The joint work should increase server revenue in Sun's fiscal 2005, which begins on 1 July, McNealy said. The companies expect the Sparc market to grow because of joint work in research, marketing and software partnerships, he said.

The partnership does increase the potential for Sparc, said IDC analyst Jean Bozman. "It does create a bigger total available market for the architecture," she said.

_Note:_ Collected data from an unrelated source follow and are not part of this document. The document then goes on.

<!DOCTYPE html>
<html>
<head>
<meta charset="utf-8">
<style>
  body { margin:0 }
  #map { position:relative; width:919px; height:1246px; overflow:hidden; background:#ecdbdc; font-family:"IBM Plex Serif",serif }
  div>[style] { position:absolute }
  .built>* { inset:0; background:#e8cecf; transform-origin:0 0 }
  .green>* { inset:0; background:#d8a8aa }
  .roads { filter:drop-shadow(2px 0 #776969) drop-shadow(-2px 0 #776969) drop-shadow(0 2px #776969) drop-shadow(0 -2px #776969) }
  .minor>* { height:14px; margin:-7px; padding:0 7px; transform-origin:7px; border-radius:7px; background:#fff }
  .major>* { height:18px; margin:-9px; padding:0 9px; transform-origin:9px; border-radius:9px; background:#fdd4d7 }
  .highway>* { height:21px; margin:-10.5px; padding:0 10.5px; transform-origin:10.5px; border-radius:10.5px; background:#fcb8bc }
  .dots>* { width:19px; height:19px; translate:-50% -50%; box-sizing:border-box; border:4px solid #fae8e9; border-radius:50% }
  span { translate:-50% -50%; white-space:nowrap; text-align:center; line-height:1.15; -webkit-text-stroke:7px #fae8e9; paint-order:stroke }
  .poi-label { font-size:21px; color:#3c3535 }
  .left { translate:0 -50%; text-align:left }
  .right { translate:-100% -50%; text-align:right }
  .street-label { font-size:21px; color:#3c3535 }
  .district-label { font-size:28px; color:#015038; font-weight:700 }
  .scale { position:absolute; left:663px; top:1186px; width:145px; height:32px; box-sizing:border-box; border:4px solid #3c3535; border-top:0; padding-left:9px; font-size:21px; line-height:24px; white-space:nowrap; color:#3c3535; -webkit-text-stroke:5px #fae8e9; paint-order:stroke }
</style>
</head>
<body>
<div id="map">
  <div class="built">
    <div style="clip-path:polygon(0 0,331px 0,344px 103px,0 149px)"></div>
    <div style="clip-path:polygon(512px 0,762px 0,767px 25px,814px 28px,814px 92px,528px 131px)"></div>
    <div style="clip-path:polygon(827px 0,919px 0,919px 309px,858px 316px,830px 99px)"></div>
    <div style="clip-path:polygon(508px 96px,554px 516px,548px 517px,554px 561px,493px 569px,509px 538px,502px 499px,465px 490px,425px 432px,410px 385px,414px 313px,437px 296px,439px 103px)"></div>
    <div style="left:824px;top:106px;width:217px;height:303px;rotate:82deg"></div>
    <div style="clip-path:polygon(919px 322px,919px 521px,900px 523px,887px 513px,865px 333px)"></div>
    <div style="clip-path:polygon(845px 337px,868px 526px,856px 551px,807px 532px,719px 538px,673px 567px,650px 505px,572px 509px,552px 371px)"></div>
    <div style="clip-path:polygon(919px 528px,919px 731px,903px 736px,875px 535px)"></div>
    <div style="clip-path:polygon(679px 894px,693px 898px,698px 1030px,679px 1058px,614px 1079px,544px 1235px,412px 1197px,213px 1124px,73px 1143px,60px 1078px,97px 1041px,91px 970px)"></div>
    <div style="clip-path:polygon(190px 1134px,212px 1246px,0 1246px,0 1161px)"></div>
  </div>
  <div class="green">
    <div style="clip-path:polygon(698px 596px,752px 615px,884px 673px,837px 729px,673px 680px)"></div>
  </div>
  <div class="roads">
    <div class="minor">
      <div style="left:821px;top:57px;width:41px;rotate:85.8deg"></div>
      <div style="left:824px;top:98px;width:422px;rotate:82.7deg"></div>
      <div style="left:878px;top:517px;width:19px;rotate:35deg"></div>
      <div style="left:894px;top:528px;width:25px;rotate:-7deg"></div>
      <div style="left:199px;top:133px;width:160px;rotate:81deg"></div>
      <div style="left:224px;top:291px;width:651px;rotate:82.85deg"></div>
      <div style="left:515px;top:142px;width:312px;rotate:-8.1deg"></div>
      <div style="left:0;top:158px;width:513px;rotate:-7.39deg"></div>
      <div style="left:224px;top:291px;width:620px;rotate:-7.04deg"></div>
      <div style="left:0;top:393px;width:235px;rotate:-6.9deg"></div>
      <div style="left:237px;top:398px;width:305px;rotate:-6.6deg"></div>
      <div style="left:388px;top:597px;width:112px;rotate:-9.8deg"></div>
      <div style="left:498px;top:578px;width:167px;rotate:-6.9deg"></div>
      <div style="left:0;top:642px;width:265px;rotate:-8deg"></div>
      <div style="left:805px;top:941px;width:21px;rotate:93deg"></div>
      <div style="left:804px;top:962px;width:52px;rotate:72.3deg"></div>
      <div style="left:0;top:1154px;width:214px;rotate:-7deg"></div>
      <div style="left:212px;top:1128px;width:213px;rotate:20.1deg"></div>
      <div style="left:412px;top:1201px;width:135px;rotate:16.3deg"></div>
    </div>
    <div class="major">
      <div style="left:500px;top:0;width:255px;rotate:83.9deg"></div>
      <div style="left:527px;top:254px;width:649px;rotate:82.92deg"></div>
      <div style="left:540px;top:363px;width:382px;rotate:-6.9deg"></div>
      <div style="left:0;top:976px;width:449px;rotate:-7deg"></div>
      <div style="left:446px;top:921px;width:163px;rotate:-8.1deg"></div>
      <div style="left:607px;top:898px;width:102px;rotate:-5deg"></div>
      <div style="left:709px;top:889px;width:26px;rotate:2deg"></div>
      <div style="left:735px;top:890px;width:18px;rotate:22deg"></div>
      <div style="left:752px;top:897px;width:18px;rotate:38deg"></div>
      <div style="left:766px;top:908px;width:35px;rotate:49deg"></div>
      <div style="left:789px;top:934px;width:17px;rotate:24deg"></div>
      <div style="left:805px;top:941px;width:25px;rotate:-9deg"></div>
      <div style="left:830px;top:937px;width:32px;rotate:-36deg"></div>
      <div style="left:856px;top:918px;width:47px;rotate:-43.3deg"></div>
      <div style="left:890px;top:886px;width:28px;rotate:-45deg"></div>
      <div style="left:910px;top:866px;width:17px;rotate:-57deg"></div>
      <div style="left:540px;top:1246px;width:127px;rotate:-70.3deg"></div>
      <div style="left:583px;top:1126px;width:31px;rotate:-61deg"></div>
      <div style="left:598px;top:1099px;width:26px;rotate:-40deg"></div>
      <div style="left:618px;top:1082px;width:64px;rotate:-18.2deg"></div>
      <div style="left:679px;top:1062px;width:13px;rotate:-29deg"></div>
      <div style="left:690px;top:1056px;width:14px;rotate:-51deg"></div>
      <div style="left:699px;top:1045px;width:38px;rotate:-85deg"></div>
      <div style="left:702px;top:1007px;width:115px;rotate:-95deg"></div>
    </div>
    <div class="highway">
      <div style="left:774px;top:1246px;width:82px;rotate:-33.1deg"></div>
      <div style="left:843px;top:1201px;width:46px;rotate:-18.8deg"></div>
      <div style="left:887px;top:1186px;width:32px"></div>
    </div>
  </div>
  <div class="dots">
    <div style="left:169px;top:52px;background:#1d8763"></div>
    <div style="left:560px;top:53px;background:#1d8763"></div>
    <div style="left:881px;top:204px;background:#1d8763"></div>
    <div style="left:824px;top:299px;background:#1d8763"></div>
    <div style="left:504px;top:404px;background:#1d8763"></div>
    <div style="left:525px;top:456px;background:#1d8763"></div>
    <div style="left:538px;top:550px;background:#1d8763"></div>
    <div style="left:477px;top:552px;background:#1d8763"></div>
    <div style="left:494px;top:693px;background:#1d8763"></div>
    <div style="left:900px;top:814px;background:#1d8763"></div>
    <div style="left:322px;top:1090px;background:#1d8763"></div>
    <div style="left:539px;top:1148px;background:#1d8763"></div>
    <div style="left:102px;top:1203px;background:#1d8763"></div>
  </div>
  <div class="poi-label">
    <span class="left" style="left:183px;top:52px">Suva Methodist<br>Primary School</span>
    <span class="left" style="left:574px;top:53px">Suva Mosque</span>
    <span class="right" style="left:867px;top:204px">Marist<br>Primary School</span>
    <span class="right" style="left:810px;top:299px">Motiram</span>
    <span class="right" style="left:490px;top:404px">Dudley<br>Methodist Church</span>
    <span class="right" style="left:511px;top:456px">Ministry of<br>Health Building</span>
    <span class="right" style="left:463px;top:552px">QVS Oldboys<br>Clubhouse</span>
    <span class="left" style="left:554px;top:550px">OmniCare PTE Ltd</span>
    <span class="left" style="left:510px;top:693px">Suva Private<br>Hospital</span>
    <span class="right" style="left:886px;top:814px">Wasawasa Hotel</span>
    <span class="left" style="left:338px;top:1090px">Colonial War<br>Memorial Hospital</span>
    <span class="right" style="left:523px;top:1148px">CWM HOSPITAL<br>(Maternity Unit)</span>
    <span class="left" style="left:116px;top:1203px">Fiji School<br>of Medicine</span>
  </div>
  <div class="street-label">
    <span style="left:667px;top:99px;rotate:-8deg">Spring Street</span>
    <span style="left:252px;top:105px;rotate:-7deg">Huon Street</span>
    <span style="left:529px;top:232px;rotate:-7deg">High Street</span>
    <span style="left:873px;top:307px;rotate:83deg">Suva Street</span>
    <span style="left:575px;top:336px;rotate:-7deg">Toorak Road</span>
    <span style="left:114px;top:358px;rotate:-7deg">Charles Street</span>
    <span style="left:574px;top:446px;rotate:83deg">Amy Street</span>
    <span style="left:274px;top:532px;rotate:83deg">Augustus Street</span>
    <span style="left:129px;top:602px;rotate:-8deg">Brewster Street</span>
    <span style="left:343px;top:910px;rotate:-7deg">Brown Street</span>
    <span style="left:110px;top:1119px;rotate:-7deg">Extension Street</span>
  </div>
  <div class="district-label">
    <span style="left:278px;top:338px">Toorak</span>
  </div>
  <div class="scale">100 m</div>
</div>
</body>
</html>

Fujitsu for years has produced its own Sparc chip family, Sparc64, whose different hardware interface can't fit into Sun's servers without significant engineering work.

Sun cancelled development of its high-end UltraSparc V processor earlier this year, a move that wasn't related to the Fujitsu deal, said Marc Tremblay, Sun fellow and chief architect of the company's processors and network products. Instead, the problem with the UltraSparc V was simply that its design began too early and didn't represent what the market now needs, he said.

The APL processor will fill the UltraSparc V high-end niche, however. The "next-generation APL microprocessor... will bring new meaning to the term RISC mainframe," McNealy said.

Sun has been working for years to move high-end features found in IBM's expensive but powerful mainframe servers to its own Unix servers; IBM and Hewlett-Packard have a similar strategy. Fujitsu, which sold mainframes, has been building sophisticated features into its Sparc64 family, such as the ability to re-execute an instruction automatically if it fails.

Fujitsu will manufacture the APL chip, and Texas Instruments will manufacture the Rock and Niagara chips, said Andy Ingram, vice president of marketing for Sun's Network Storage Products Group.

The initial APL systems won't use Sun's proximity interconnect, technology under development that stacks chips on top of each other to permit direct communications that today are handled by slower wires on a circuit board. But that technology will be used, according to Tremblay. "I'm counting on it," he said.

The technology should arrive in 2007 or 2008, as long as Sun finds a way to make manufacturing affordable, Tremblay said. McNealy wouldn't share specific schedules for the Niagara- and Rock-based products, but Tremblay said the Rock models will arrive after the first APL systems.